This month, Education Week published an article praising the language of the new Every Student Succeeds Act (ESSA) for presenting student poverty as a barrier to success for American kids. Ed Week is very optimistic about the changes ESSA will bring to public schools across the country and touts the new bill, which comes into full effect during the 2017-2018 school year, as a giant leap forward in ensuring that student poverty is taken into consideration when assessing public schools. However, this sunny view of a program that leaves teaching assessment in the hands of state legislators feels a bit different from the perspective of Chicagoans who have watched a state budget impasse turn into a year of fiscal crisis for schools.

President Obama surrounded by cheering supporters of ESSA.

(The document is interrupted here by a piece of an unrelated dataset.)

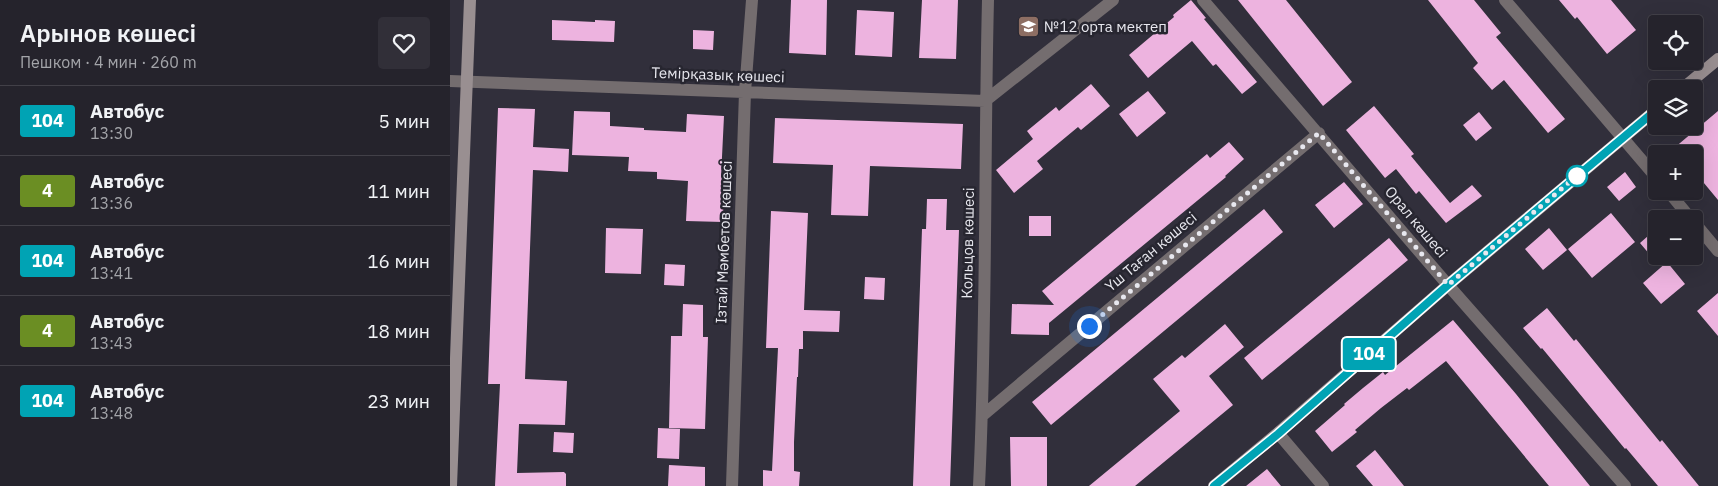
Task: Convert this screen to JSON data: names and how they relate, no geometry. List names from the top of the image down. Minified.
{"streets":{"street":["Темірқазық көшесі","Орал көшесі","Ізтай Мәмбетов көшесі","Кольцов көшесі","Үш Таған көшесі"]},"crossings":[["Темірқазық көшесі","Ізтай Мәмбетов көшесі"],["Темірқазық көшесі","Кольцов көшесі"],["Орал көшесі","Үш Таған көшесі"],["Кольцов көшесі","Үш Таған көшесі"]],"places":{"school or university":["№12 орта мектеп"]},"lines":["bus line 104"],"page":{"heading":["Арынов көшесі","Пешком · 4 мин · 260 m"],"on_map":"104","map_buttons":["+","−"],"list":[{"mark":"104","name":"Автобус","note":"13:30","value":"5 мин"},{"mark":"4","name":"Автобус","note":"13:36","value":"11 мин"},{"mark":"104","name":"Автобус","note":"13:41","value":"16 мин"},{"mark":"4","name":"Автобус","note":"13:43","value":"18 мин"},{"mark":"104","name":"Автобус","note":"13:48","value":"23 мин"}]}}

President Barack Obama signs S. 1177, Every Student Succeeds Act (ESSA), during a bill-signing ceremony on December 10, 2015. via Wikimedia Commons

The Ed Week article, “Student Poverty Isn’t an Excuse, It’s a Barrier,” views ESSA as signaling a shift in culture and mindset thanks to its inclusion of school assessment measures that take into account the “whole child perspective.” Ed Week is optimistic that new ESSA policies might create space to tackle the achievement gap that exists between students in high-poverty schools and their more well-off peers. However, many of these new initiatives allow Springfield to call the shots when it comes to assessing student and teacher performance. Here’s a look at some of ESSA’s more worrisome provisions.

 1. Pay for Success endorsement

ESSA allows for federal education funds to be spent on a pre-K social impact bond program, also known as Pay for Success. These programs allow financial giants like Goldman Sachs to invest in early education programs through bonds. Goldman Sachs then gets a payout for each student who is diverted from special education classes as a result of early intervention. A Just Chicago has previously discussed this flawed program and the specious measurement tools Goldman Sachs has used to ensure they profit off of these programs. These are federal dollars that should be used to fund the public school based early education programs that have been proven to work.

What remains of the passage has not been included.